Más allá de la distancia entre ambos casos, la profesión de fe de Eguiguren nos lleva a otro terreno. No estamos ante el derecho a la supervivencia de una nación sometida a una opresión destructora, sino ante una concepción mítica de la nación, inseparable de un pasado de violencia. Aunque proclame que su nacionalismo no es sabiniano, al no precisar la diferencia y asumir a continuación los elementos centrales del mitema –Euskal Herria como sujeto, Navarra como su núcleo–, suscribe lo fundamental del nacionalismo sabiniano (excepto al actualizar el nombre).
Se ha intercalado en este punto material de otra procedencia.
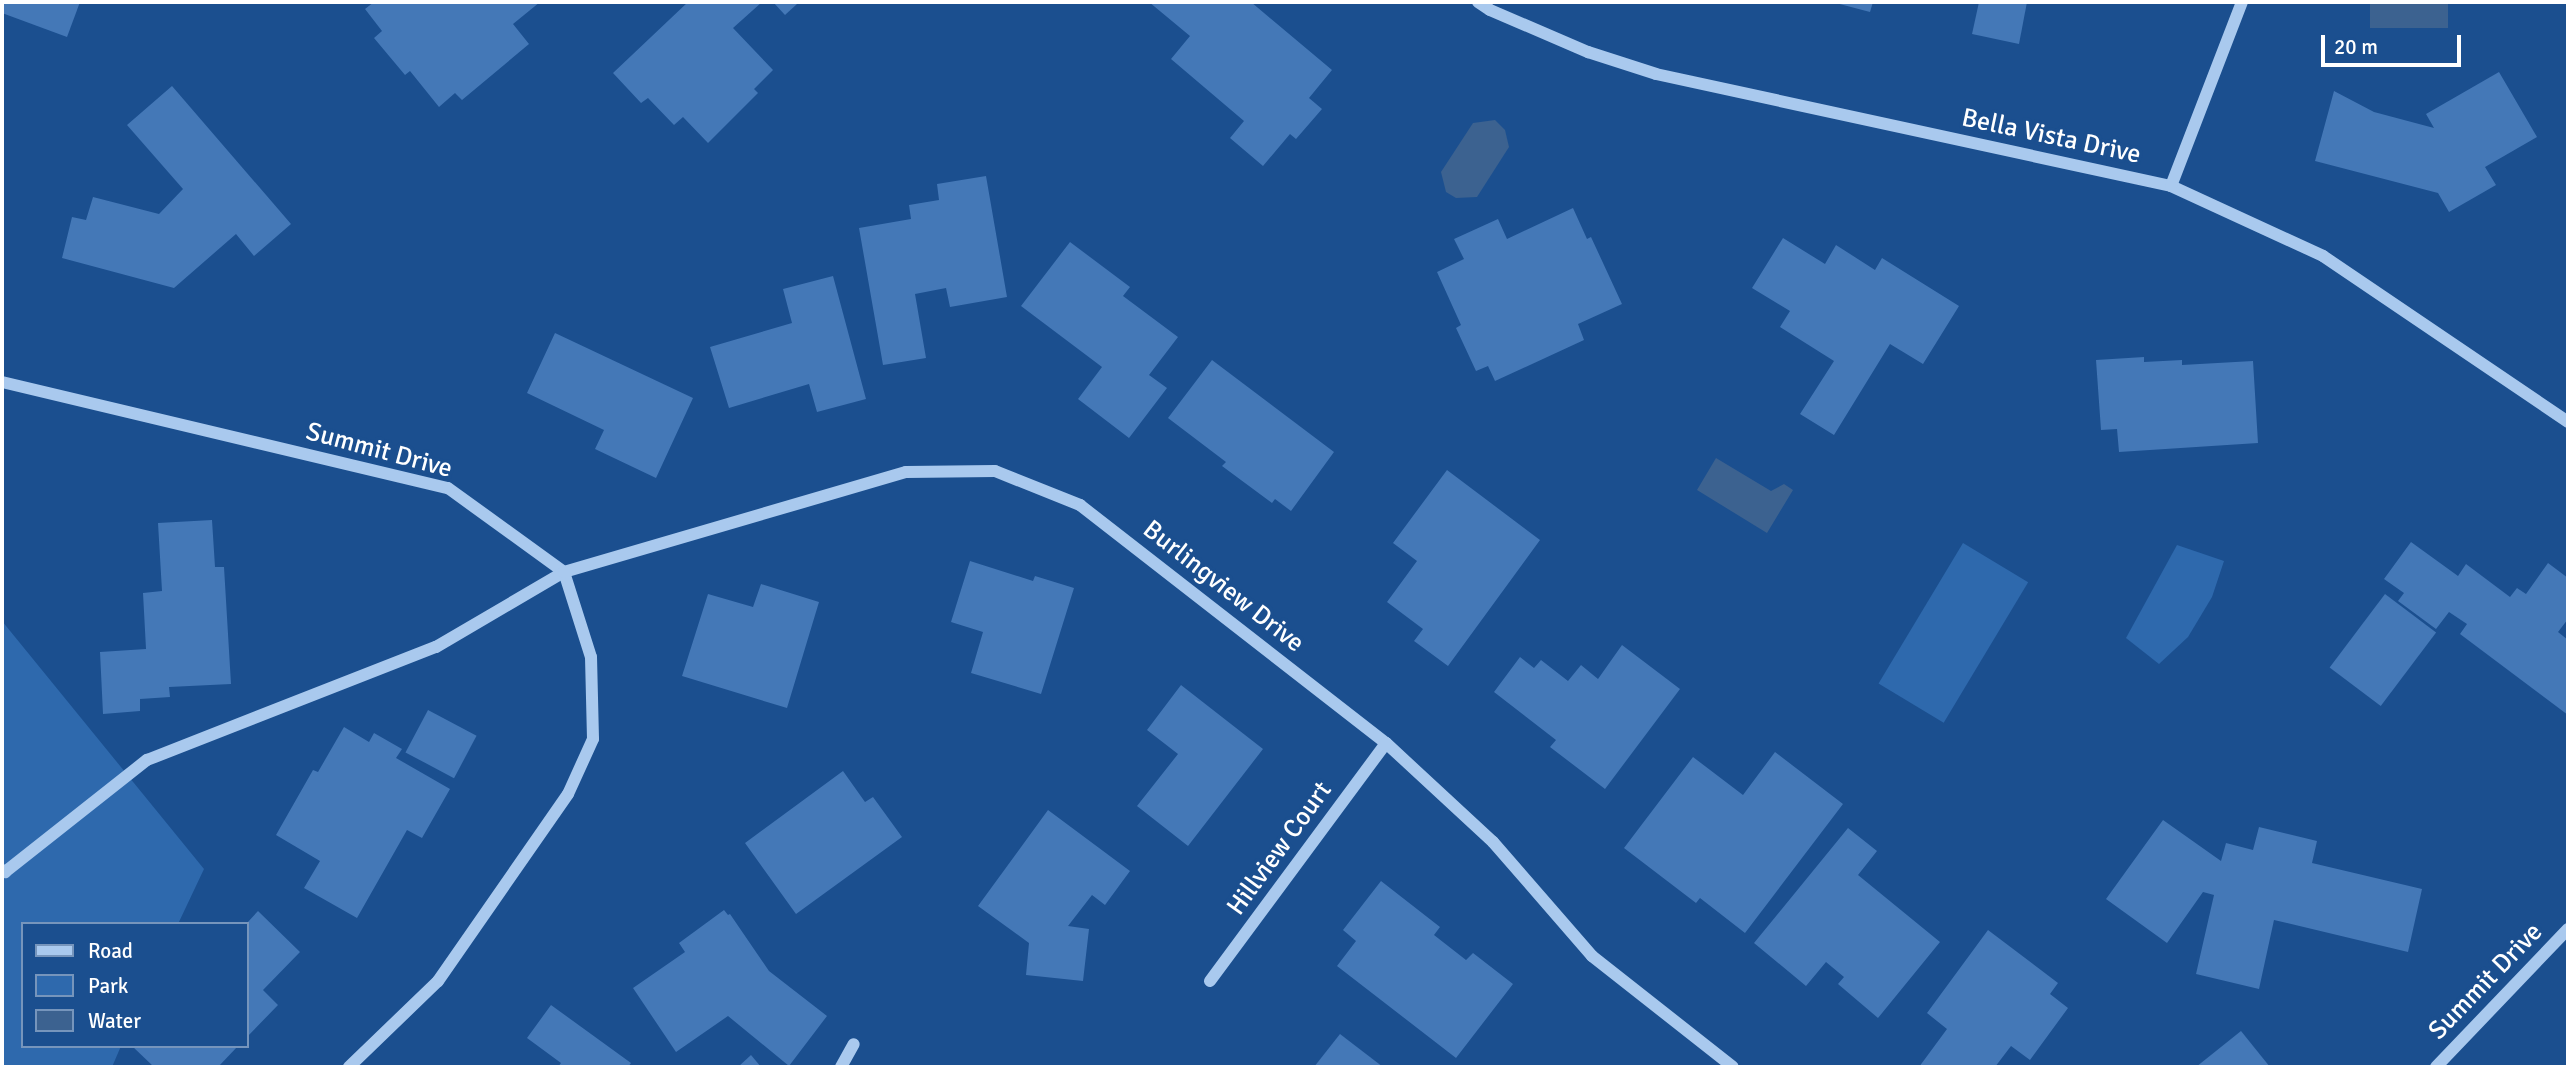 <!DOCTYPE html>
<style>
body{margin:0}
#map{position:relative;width:2570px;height:1069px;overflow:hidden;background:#1b4f8f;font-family:Signika,sans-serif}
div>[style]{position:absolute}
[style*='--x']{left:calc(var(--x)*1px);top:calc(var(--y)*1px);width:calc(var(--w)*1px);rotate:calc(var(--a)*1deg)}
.green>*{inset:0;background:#2e69ad;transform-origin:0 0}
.water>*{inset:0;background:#3c6290;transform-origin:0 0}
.building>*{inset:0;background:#4478b7;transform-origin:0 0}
.minor>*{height:12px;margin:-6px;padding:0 6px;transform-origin:6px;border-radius:6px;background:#a9c9ee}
span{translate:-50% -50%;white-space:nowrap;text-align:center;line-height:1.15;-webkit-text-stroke:7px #1b4f8f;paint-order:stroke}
.street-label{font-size:26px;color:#fff}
.frame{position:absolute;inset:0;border:4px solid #fff;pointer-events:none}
.legend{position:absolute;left:21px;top:922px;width:228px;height:126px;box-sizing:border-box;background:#1b4f8f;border:2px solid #7695bc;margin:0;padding:9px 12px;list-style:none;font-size:21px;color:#fff}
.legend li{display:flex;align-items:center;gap:14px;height:35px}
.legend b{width:35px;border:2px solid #7695bc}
.scale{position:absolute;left:2321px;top:35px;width:140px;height:32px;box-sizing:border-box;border:4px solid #fff;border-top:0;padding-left:9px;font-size:21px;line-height:24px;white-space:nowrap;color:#fff;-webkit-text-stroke:5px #1b4f8f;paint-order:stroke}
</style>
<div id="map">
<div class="green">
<i style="left:1963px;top:543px;width:76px;height:164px;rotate:31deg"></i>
<i style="clip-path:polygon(2177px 545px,2224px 561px,2212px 597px,2188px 637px,2159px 664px,2126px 638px)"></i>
<i style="clip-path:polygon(2px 621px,204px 869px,178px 924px,23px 924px,23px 1046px,121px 1046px,112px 1067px,2px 1067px)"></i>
</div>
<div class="water">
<i style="left:2370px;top:2px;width:78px;height:26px"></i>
<i style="clip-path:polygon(1495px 120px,1505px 130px,1509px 147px,1477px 197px,1456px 198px,1446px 192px,1441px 172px,1473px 123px)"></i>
<i style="clip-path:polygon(1716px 458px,1771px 491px,1784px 484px,1793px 490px,1767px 533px,1697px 490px)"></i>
</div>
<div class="building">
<i style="clip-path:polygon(2px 2px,80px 2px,67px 37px,2px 13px)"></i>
<i style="clip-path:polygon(374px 2px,540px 2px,513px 24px,529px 44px,462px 100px,455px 93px,439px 107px,410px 71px,405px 75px,374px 38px,382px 31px,365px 9px)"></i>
<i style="clip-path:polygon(688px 2px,762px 2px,733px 28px,773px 70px,754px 89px,758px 93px,708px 143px,683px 117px,674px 125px,648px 98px,641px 103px,613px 73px)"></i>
<i style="clip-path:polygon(773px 2px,796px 2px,797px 4px,785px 15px)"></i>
<i style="clip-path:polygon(1149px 2px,1251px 2px,1332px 70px,1309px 98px,1322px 109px,1296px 139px,1290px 134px,1263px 166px,1230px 138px,1244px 121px,1171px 59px,1190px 36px)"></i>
<i style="clip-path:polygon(1832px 2px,1873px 2px,1870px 12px)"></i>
<i style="clip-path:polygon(1979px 2px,2027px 2px,2019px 44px,1972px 34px)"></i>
<i style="clip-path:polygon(2499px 72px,2537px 137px,2485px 167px,2496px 185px,2449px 212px,2438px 193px,2315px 161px,2334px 91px,2374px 112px,2434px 128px,2426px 114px)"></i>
<i style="clip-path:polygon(172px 86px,291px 224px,254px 256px,236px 234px,174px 288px,62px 258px,72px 217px,86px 220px,93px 197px,159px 214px,183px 189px,127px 125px)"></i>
<i style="clip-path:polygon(986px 176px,1007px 297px,950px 307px,946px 288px,915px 294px,926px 358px,883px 365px,859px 228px,911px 219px,909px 205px,939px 200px,937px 184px)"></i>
<i style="clip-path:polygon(1573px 208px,1587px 239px,1591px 237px,1622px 304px,1578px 324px,1584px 340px,1495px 381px,1488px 366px,1476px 371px,1456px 328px,1461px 325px,1437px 272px,1464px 259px,1454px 239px,1498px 219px,1507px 239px)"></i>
<i style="clip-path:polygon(1783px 238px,1825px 264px,1836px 245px,1875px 270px,1882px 258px,1959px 306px,1923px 364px,1890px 344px,1834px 435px,1800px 414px,1834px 361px,1780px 327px,1790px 311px,1752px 288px)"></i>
<i style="clip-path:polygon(1070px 242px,1130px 287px,1123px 296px,1178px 337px,1149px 375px,1167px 388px,1129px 438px,1078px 399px,1102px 367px,1021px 306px)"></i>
<i style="clip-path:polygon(833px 276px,866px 399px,817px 412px,809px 384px,729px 408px,710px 347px,792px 323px,783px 289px)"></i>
<i style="clip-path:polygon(555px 333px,693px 398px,656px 478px,595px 449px,604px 430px,527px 393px)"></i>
<i style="clip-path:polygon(2144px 357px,2144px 362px,2182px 360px,2182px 365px,2253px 361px,2258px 443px,2119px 452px,2117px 429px,2101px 430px,2096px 360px)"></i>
<i style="clip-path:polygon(1212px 360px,1334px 452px,1291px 511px,1275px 499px,1272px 503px,1222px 466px,1226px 462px,1168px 418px)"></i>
<i style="clip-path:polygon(1447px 470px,1540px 540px,1448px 666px,1414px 641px,1423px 629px,1387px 602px,1417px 561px,1393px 543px)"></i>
<i style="clip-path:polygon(212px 520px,215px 567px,224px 567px,231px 684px,169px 687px,170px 697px,140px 699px,140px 711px,103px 714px,100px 652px,146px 649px,143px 593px,162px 591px,158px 523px)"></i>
<i style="clip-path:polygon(2411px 542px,2458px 576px,2466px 564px,2510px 597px,2517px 588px,2526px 594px,2548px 563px,2568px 578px,2568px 619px,2558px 632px,2568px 640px,2568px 715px,2460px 634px,2467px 624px,2449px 612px,2436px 629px,2398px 601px,2404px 593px,2384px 579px)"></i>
<i style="clip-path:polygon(970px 561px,1033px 581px,1035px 576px,1074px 588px,1041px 694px,971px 673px,983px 632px,951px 622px)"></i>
<i style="clip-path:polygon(761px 584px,819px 602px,787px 708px,682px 676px,708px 594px,753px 607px)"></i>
<i style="left:2385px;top:594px;width:64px;height:92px;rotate:37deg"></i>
<i style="clip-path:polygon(1622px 645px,1680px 689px,1605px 789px,1550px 747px,1556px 740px,1494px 692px,1520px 657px,1534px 668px,1541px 660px,1568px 681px,1581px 665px,1598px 679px)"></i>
<i style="clip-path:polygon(1181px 685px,1263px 749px,1188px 846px,1137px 806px,1178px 754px,1147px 730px)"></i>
<i style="left:428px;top:710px;width:55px;height:48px;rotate:28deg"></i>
<i style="clip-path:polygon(344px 727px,369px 742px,374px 733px,402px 749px,396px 758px,450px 789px,422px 838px,407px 830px,357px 918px,304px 888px,320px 861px,276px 835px,313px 770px,318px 772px)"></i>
<i style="clip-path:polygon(1775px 752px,1843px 804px,1745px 933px,1700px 898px,1696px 903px,1624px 848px,1693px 757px,1743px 795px)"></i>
<i style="clip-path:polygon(843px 771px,865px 802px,873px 797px,902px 837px,796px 914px,745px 843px)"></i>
<i style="clip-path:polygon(1048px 810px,1130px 871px,1105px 905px,1092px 895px,1068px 926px,1089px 929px,1083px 981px,1026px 975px,1029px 943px,978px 906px)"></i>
<i style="clip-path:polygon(2163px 820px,2221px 861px,2226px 843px,2253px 850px,2259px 827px,2317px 841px,2312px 863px,2422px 889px,2408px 952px,2274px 920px,2259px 989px,2196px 974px,2214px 895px,2203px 892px,2167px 943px,2106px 899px)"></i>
<i style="clip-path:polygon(1848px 828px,1877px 851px,1858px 875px,1940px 942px,1878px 1018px,1838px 984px,1844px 977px,1826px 962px,1806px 986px,1754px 943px)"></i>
<i style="clip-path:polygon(1381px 881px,1440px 927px,1434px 935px,1466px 960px,1473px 953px,1513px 984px,1456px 1058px,1337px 966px,1356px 941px,1343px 930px)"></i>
<i style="clip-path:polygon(724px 910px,728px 915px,730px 914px,769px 971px,827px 1016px,789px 1066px,728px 1016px,676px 1052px,633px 988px,685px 952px,679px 943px)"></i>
<i style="clip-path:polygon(258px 911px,300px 952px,263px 990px,278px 1005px,247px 1037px,247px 923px)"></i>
<i style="clip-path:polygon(1988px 930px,2058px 983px,2050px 994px,2068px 1008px,2030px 1060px,2011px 1046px,1995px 1067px,1919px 1067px,1947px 1029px,1927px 1013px)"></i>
<i style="clip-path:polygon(551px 1005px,631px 1063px,628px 1067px,558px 1067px,561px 1063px,527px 1038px)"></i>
<i style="clip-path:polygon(2241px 1031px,2270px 1067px,2196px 1067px)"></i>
<i style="clip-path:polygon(1340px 1034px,1383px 1067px,1314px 1067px)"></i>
<i style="clip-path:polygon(132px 1046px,238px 1046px,218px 1067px,154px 1067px)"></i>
<i style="clip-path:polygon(751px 1055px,761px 1067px,738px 1067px)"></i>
</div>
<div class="minor">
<i style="--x:1478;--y:2;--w:14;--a:34"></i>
<i style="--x:1490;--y:10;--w:107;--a:23.2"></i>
<i style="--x:1588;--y:52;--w:71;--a:17.9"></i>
<i style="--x:1656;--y:74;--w:527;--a:12.27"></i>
<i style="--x:2171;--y:186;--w:167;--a:24.7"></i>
<i style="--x:2323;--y:256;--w:296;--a:34.1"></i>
<i style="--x:2171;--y:186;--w:197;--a:-68.9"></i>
<i style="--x:2;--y:382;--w:458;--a:13.4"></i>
<i style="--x:448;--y:488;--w:143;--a:35.9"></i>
<i style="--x:564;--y:572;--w:89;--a:72.4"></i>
<i style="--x:591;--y:657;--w:82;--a:88.6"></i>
<i style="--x:593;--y:739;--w:60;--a:114.4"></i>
<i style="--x:568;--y:794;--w:228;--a:124.8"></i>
<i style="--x:438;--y:981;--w:124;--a:136"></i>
<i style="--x:2;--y:870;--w:4;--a:34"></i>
<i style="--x:5;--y:872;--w:181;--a:-38.3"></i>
<i style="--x:147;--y:760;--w:310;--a:-21.4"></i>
<i style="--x:436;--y:647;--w:148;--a:-30.4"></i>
<i style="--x:564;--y:572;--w:356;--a:-16.3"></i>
<i style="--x:906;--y:472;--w:89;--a:-0.6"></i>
<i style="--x:995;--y:471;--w:92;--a:21.8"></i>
<i style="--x:1080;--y:505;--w:388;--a:37.9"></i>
<i style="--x:1386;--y:743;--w:146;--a:42.8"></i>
<i style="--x:1493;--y:842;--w:151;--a:49"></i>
<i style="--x:1592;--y:956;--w:179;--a:38.2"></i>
<i style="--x:1210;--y:981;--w:296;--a:-53.5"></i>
<i style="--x:841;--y:1067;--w:26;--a:-61"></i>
<i style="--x:2436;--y:1067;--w:191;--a:-46.3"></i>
</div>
<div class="street-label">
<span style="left:2051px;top:137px;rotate:12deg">Bella Vista Drive</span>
<span style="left:379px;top:451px;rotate:15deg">Summit Drive</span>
<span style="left:1223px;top:587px;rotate:38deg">Burlingview Drive</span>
<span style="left:1280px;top:849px;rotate:-54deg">Hillview Court</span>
<span style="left:2486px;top:982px;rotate:-46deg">Summit Drive</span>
</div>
<div class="frame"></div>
<ul class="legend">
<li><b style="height:9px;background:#a9c9ee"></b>Road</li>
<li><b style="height:19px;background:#2e69ad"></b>Park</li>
<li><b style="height:19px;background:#3c6290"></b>Water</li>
</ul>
<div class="scale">20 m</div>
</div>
Desde un enfoque democrático, ¿cómo puede afirmarse que existe una Euskal Herria, eso es, una nación a ambos lados de la actual frontera, que para un político como es él constituye el punto de referencia fundamental? Será por el euskera, pero la lengua realmente hablada allí por la mayoría de los vascos no es el euskera. Habrá, pues, que imponer esa homogeneidad, tanto en Hegoalde como en Iparralde, y la receta es bien conocida, y de democrática en medios y fines políticos tiene poco. Y nada que ver con un pensamiento socialista. De ahí que el rudimentario y eficaz esquema se cierre con la exaltación de Navarra, ‘centro’ de Euskal Herria, toma de posición solo concebible desde el más puro sentimiento abertzale. ¿Piensa así el PSE o se deja arrastrar, tal vez para capear mejor el temporal?